ABOUT THIS EXERCISE:
Task for the records below: copy exactly from the first line on, stopping once the line with "filter:drop-shadow(0 0 1px" is copied, and leave out the pictures.

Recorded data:
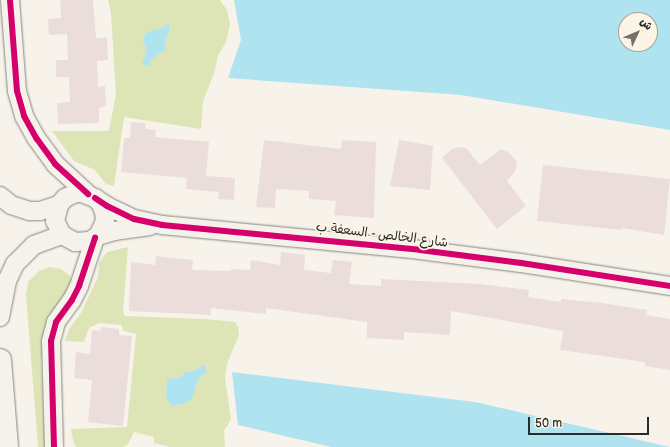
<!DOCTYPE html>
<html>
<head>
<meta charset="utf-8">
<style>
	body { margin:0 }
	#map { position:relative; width:670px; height:447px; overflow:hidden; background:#f7f3ea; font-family:"Balsamiq Sans","Playpen Sans Arabic",sans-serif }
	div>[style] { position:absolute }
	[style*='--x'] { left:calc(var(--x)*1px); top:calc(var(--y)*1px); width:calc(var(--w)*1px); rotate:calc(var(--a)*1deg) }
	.green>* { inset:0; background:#dde5b7 }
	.water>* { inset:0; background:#b0e3f0 }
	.building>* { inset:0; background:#eadddc }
	.roads { filter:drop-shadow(0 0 1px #878581) drop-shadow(0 0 1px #878581) }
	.street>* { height:18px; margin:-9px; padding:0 9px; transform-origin:9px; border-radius:9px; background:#f5f2ec }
	.secondary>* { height:22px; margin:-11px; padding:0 11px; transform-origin:11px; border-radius:11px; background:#f5f2ec }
	.cycleway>* { height:6px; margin:-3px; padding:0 3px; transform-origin:3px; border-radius:3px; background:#d6006c }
	span { translate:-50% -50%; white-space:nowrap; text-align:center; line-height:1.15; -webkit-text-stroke:3.5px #fcf5e5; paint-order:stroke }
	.street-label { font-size:13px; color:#2b2b2b }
	.north { position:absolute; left:618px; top:12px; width:40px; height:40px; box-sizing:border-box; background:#fcf5e5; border:1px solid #a8a49b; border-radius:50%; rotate:46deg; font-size:11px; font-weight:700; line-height:16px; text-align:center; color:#2b2b2b }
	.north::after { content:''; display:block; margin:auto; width:14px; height:18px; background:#72716e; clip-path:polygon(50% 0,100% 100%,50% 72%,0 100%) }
	.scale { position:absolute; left:528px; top:417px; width:121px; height:18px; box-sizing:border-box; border:2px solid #2b2b2b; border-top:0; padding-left:5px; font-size:12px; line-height:14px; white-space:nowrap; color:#2b2b2b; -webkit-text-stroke:3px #fcf5e5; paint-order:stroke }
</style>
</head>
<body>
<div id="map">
	<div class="green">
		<div style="clip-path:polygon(108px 0,220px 0,227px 10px,230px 24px,226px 42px,218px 56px,214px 73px,203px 101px,201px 129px,124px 117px,114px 186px,106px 184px,95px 170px,74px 161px,52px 131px,109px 131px,116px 94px,111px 13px)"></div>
		<div style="clip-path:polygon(128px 247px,123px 312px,125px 316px,205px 319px,235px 322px,238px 327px,239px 335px,227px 364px,225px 378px,231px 419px,224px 431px,225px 447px,170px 447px,154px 443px,154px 437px,134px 432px,128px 444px,123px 447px,76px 447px,73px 440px,71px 429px,127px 427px,136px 334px,124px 331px,121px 325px,99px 323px,89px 328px,84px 342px,65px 341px,69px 329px,81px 313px,98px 277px,99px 263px,107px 252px)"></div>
		<div style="clip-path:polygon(50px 267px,61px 269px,70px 276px,76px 291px,46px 343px,41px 359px,45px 447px,38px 447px,26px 295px,28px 282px,39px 271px)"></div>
	</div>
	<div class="water">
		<div style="clip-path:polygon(evenodd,234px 0,670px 0,670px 130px,461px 95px,228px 78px,241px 40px,234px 0,626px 20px,650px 20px,650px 44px,626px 44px,626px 20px)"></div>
		<div style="clip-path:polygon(168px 23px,170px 28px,165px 41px,165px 50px,153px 58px,148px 66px,142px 64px,147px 50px,143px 42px,144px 36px,147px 32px,163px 28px)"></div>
		<div style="clip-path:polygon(204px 364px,207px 372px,198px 379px,193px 397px,187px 403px,172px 406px,166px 398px,167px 380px,172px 378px,180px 378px,185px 372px,197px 370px)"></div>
		<div style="clip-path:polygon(232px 372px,475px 402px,670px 447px,331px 447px,238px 425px)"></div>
	</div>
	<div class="building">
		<div style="clip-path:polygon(60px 0,93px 0,96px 38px,107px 38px,108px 60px,97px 61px,98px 87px,105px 86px,106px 106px,99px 108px,99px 123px,58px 124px,57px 103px,70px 102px,69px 77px,56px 77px,56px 60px,68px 60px,67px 34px,49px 35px,48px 19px,61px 18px)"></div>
		<div style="clip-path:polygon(131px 122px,145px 123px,145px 129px,156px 130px,155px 137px,209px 142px,206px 176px,235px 178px,234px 200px,218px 199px,219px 192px,186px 189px,187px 178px,121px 172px,124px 138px,130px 138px)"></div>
		<div style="clip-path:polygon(264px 140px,341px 149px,342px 140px,376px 142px,374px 218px,334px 215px,336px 201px,309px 199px,309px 191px,276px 189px,275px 208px,256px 207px)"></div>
		<div style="clip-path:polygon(399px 140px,433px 146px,430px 190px,390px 186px)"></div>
		<div style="clip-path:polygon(460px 147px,466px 148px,480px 165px,501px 149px,508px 152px,517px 162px,515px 171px,507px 181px,526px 206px,497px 229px,442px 158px,452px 149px)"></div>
		<div style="clip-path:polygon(543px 165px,670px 179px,664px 235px,622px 228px,622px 230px,537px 221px)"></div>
		<div style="clip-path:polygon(281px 252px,305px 255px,304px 270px,331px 273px,333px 260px,352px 262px,349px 284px,381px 286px,381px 279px,480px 284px,529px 290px,528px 297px,561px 302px,561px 299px,602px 303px,647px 310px,646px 315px,670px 319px,670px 370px,645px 366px,645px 362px,560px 350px,563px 331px,451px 311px,450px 335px,404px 332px,404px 340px,367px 338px,367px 322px,266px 308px,266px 314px,211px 308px,211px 315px,129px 311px,131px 262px,155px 265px,156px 256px,193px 260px,192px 270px,231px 271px,231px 269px,250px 270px,251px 260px,280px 265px)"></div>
		<div style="clip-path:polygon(101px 327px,119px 329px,119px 335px,132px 336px,123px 426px,88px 422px,92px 380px,74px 378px,76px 352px,90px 354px,92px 330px,100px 331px)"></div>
	</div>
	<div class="roads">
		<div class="street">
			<div style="--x:10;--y:0;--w:91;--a:85.6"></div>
			<div style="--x:17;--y:91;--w:26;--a:74"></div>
			<div style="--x:24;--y:116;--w:26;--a:61"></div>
			<div style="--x:37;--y:139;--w:31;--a:54"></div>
			<div style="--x:55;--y:164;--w:45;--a:42.3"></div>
			<div style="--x:0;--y:196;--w:14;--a:39"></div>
			<div style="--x:11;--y:205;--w:20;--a:18"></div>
			<div style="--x:30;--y:211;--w:10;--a:0"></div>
			<div style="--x:40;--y:211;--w:20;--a:-18"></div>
			<div style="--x:95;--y:198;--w:14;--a:34"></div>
			<div style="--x:107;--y:206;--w:30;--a:26"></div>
			<div style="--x:134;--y:219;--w:29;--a:12"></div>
			<div style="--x:162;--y:225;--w:259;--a:5.5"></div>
			<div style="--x:420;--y:250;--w:102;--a:7.3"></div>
			<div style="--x:521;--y:263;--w:151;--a:8.8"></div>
			<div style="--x:98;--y:236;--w:17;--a:-65"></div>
			<div style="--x:105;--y:221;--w:9;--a:-96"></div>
			<div style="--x:104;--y:212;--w:9;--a:-111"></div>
			<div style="--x:101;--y:204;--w:8;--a:-135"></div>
			<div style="--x:95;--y:198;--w:14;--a:-159"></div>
			<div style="--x:82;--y:193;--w:6;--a:180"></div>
			<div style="--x:76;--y:193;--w:12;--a:156"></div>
			<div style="--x:65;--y:198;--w:9;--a:131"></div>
			<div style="--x:59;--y:205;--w:16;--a:104"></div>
			<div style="--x:55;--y:221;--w:16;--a:63"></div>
			<div style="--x:62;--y:235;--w:15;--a:28"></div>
			<div style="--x:75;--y:242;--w:14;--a:-4"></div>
			<div style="--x:89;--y:241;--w:10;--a:-29"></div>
			<div style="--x:98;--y:236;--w:17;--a:-17"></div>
			<div style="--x:114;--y:231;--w:36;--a:-8"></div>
			<div style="--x:0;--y:317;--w:37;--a:-79"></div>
			<div style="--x:7;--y:281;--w:19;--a:-65"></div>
			<div style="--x:15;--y:264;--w:27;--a:-45"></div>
			<div style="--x:34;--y:245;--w:30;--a:-20"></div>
			<div style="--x:54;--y:447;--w:106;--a:-91.6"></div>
			<div style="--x:51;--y:341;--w:20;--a:-75"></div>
			<div style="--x:56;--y:322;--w:27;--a:-54"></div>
			<div style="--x:72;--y:300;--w:16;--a:-63"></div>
			<div style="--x:79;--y:286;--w:51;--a:-71.6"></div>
		</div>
		<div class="secondary">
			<div style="--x:0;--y:360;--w:87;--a:85.4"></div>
		</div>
	</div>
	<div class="cycleway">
		<div style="--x:10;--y:0;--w:91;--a:85.6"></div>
		<div style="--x:17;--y:91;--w:26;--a:74"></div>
		<div style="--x:24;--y:116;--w:26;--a:61"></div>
		<div style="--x:37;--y:139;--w:31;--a:54"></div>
		<div style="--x:55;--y:164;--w:45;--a:42.3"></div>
		<div style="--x:95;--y:198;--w:14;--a:34"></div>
		<div style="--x:107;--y:206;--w:30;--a:26"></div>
		<div style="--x:134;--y:219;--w:29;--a:12"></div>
		<div style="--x:162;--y:225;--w:259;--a:5.5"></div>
		<div style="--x:420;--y:250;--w:102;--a:7.3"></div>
		<div style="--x:521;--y:263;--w:151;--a:8.8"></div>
		<div style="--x:54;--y:447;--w:106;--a:-91.6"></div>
		<div style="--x:51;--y:341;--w:20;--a:-75"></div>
		<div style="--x:56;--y:322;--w:27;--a:-54"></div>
		<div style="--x:72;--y:300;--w:16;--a:-63"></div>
		<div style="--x:79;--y:286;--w:51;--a:-71.6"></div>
	</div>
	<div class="street-label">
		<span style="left:382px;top:235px;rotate:7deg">شارع الخالص - السعفة ب</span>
	</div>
	<div class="north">ش</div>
	<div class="scale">50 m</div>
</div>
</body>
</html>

SOLUTION TO THE EXERCISE:
<!DOCTYPE html>
<html>
<head>
<meta charset="utf-8">
<style>
	body { margin:0 }
	#map { position:relative; width:670px; height:447px; overflow:hidden; background:#f7f3ea; font-family:"Balsamiq Sans","Playpen Sans Arabic",sans-serif }
	div>[style] { position:absolute }
	[style*='--x'] { left:calc(var(--x)*1px); top:calc(var(--y)*1px); width:calc(var(--w)*1px); rotate:calc(var(--a)*1deg) }
	.green>* { inset:0; background:#dde5b7 }
	.water>* { inset:0; background:#b0e3f0 }
	.building>* { inset:0; background:#eadddc }
	.roads { filter:drop-shadow(0 0 1px #878581) drop-shadow(0 0 1px #878581) }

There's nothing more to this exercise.